DNA of colorblindness: One woman’s take on how the genetic lottery shaped her family

My 7-year-old son has fallen in love with Rainbow Loom, the wildly popular sets of pegs and rubber bands kids use to weave friendship bracelets and necklaces. On a recent weekend, I bought him several new packages of rubber bands, as well as a compartmentalized plastic box to store them in. He sat at the kitchen table and started sorting the bands into color-coordinated piles. White. Black. Red. Blue. Pink. Yellow.

Two piles of translucent bands stuck out from the others: light green had been combined with peachy orange, and lavender mixed in with baby blue.

“Those piles have two colors, buddy,” I said. “No, they don’t,” he said, not even bothering to look up at me as he continued sorting away.

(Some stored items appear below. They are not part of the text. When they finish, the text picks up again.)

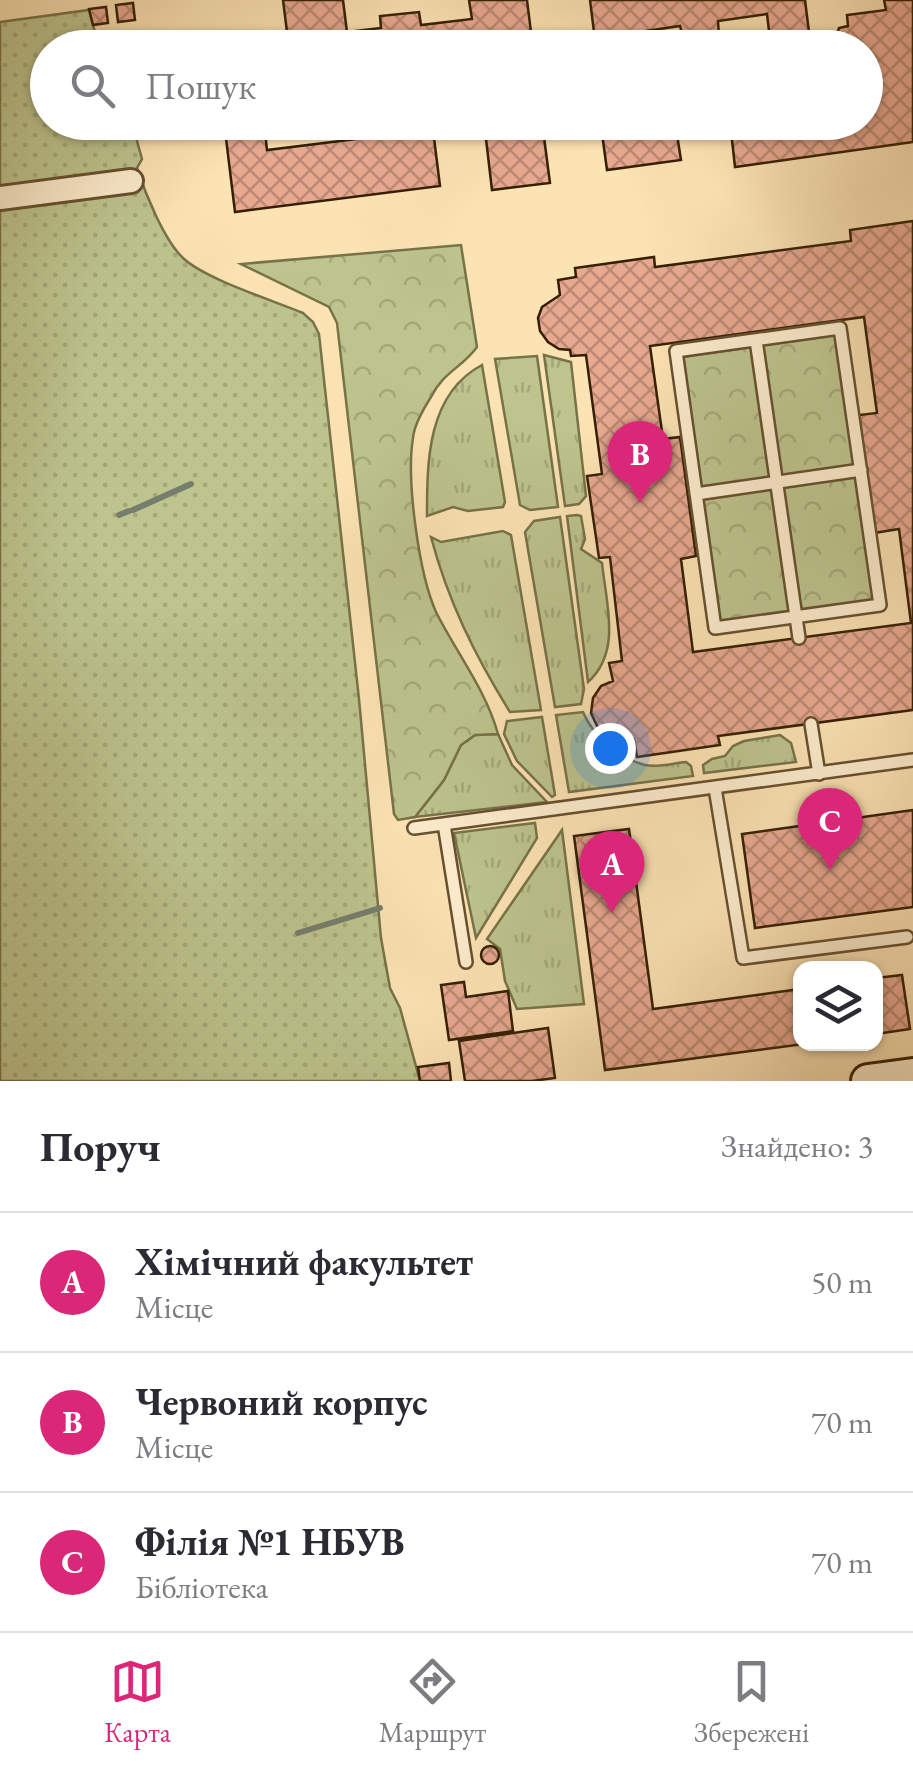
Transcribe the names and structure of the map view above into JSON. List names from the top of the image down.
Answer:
{
  "page": {
    "search": "Пошук",
    "pins": ["B", "C", "A"],
    "heading": ["Поруч", "Знайдено: 3"],
    "list": [
      {
        "mark": "A",
        "name": "Хімічний факультет",
        "note": "Місце",
        "value": "50 m"
      },
      {
        "mark": "B",
        "name": "Червоний корпус",
        "note": "Місце",
        "value": "70 m"
      },
      {
        "mark": "C",
        "name": "Філія №1 НБУВ",
        "note": "Бібліотека",
        "value": "70 m"
      }
    ],
    "nav": ["Карта", "Маршрут", "Збережені"]
  }
}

My two sons are colorblind. They inherited their vision from me. I see color normally, but I carry a quirky set of genes on one of my X chromosomes, passed down from my colorblind grandfather to my mother to me.

Women are rarely colorblind because they have two X chromosomes, one from their mother and the other from their father. The “normal,” dominant color vision genes on one chromosome override the effects of the funky, recessive genes on the other.

But boys and men get only one X chromosome — from their mother — which means they don’t get that backup DNA. In flips of a genetic coin, my boys both inherited my colorblindness genes.